PROBLEM STATEMENT: Only lines containing the string "Marsland" belong in the answer; find them in the records and copy them.

Saved entries:
═══
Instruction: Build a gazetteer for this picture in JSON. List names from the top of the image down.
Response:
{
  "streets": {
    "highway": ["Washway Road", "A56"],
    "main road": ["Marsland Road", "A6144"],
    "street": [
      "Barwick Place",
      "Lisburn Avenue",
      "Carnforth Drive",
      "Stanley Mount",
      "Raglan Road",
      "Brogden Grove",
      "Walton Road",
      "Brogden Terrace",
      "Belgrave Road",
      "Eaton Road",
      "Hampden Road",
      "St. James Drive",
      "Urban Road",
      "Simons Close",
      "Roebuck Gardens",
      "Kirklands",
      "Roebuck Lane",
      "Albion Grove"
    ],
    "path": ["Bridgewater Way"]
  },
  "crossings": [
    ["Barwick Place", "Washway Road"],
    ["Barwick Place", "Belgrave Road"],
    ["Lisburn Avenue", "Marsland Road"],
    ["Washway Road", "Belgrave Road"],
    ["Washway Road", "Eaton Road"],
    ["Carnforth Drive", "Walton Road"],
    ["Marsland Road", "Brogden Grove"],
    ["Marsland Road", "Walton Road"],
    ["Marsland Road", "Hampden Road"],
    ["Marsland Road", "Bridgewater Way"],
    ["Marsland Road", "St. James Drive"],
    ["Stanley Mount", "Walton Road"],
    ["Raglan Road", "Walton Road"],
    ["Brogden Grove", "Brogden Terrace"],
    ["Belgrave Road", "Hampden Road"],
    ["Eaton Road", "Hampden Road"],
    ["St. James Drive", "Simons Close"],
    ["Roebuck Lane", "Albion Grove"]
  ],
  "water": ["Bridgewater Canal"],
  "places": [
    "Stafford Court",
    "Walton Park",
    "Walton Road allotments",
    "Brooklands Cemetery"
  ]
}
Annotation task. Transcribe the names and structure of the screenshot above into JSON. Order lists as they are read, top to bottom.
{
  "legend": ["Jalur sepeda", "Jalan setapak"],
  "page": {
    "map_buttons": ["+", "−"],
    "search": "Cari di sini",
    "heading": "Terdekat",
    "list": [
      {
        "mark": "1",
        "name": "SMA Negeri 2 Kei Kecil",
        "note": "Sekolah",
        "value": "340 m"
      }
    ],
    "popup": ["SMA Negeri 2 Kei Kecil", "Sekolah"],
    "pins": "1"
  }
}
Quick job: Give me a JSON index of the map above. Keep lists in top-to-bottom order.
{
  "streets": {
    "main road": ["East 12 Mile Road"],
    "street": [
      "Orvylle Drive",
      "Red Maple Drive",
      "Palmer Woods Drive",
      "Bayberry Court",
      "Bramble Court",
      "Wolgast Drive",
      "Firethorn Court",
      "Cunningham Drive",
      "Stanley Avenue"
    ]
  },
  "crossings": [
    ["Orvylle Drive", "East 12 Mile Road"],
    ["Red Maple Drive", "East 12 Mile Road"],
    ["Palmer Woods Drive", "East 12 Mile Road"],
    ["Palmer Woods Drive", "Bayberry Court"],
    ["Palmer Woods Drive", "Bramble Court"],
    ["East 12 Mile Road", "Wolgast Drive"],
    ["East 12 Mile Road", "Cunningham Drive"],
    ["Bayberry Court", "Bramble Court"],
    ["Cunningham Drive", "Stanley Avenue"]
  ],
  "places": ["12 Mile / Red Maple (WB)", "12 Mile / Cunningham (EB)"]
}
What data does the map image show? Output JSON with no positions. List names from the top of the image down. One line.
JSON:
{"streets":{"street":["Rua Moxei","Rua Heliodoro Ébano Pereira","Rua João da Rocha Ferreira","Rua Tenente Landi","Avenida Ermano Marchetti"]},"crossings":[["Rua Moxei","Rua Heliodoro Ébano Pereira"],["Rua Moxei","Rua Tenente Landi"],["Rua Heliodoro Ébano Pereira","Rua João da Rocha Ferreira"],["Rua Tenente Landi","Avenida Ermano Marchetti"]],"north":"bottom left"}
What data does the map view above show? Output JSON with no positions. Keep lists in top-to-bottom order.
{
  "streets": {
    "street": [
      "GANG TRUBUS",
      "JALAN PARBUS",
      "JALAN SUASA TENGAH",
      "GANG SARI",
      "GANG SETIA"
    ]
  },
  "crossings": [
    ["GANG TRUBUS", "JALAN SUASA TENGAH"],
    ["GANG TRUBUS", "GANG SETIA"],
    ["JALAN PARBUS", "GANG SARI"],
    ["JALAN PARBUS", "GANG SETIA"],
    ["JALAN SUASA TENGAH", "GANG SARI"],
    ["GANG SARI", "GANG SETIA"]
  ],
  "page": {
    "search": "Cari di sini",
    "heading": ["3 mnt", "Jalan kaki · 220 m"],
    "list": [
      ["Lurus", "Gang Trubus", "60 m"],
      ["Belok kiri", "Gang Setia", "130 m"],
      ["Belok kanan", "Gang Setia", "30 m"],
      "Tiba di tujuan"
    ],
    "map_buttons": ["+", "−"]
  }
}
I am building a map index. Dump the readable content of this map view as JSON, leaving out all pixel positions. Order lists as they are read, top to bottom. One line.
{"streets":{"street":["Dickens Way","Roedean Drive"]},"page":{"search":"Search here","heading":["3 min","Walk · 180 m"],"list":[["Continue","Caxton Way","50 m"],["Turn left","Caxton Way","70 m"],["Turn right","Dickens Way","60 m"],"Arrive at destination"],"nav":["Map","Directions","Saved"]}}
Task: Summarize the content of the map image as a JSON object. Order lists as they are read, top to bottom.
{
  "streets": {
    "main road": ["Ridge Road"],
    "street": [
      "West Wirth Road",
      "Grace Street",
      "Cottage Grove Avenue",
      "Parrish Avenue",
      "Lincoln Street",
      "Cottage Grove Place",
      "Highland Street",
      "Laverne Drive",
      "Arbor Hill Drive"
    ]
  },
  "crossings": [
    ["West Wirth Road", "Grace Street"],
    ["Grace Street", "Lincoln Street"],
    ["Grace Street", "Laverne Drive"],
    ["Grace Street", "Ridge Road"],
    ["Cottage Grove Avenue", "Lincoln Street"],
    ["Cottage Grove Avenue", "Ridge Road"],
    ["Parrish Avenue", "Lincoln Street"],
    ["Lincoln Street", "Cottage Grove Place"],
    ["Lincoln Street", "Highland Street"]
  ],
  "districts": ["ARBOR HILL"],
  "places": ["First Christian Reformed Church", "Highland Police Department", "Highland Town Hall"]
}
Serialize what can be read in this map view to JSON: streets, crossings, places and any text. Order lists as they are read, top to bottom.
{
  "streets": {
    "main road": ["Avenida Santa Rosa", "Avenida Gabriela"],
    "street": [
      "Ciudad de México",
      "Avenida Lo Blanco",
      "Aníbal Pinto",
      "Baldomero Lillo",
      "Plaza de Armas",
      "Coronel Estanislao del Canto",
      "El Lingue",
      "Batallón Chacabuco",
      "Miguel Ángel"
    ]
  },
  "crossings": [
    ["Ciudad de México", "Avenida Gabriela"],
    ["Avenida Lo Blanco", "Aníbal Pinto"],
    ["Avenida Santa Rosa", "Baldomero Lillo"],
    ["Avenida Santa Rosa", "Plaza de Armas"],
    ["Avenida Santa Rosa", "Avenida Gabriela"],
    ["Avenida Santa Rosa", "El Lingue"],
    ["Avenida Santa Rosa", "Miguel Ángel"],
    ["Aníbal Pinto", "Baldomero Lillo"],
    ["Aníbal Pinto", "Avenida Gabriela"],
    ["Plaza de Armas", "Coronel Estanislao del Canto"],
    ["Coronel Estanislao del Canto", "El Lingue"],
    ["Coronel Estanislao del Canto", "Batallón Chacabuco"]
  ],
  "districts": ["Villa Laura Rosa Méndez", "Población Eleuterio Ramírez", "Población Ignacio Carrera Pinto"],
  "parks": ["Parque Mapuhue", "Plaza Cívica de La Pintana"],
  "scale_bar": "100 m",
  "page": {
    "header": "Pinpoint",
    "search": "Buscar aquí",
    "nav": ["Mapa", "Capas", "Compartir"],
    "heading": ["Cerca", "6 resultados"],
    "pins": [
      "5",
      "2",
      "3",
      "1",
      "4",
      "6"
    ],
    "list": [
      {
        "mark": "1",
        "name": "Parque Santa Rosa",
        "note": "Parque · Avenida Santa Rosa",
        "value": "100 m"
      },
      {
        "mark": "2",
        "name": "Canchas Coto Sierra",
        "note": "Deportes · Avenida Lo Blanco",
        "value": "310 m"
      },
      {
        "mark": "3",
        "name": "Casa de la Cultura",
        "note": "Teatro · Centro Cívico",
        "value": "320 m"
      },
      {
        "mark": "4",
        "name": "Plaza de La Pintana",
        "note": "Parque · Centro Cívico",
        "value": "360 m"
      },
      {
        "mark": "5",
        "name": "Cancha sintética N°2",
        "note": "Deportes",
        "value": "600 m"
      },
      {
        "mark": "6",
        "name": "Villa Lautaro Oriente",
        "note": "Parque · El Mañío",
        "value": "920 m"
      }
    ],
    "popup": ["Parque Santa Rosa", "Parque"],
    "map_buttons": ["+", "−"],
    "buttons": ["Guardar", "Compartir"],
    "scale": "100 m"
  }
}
═══
REPLY TO THE TASK:
    "main road": ["Marsland Road", "A6144"],
    ["Lisburn Avenue", "Marsland Road"],
    ["Marsland Road", "Brogden Grove"],
    ["Marsland Road", "Walton Road"],
    ["Marsland Road", "Hampden Road"],
    ["Marsland Road", "Bridgewater Way"],
    ["Marsland Road", "St. James Drive"],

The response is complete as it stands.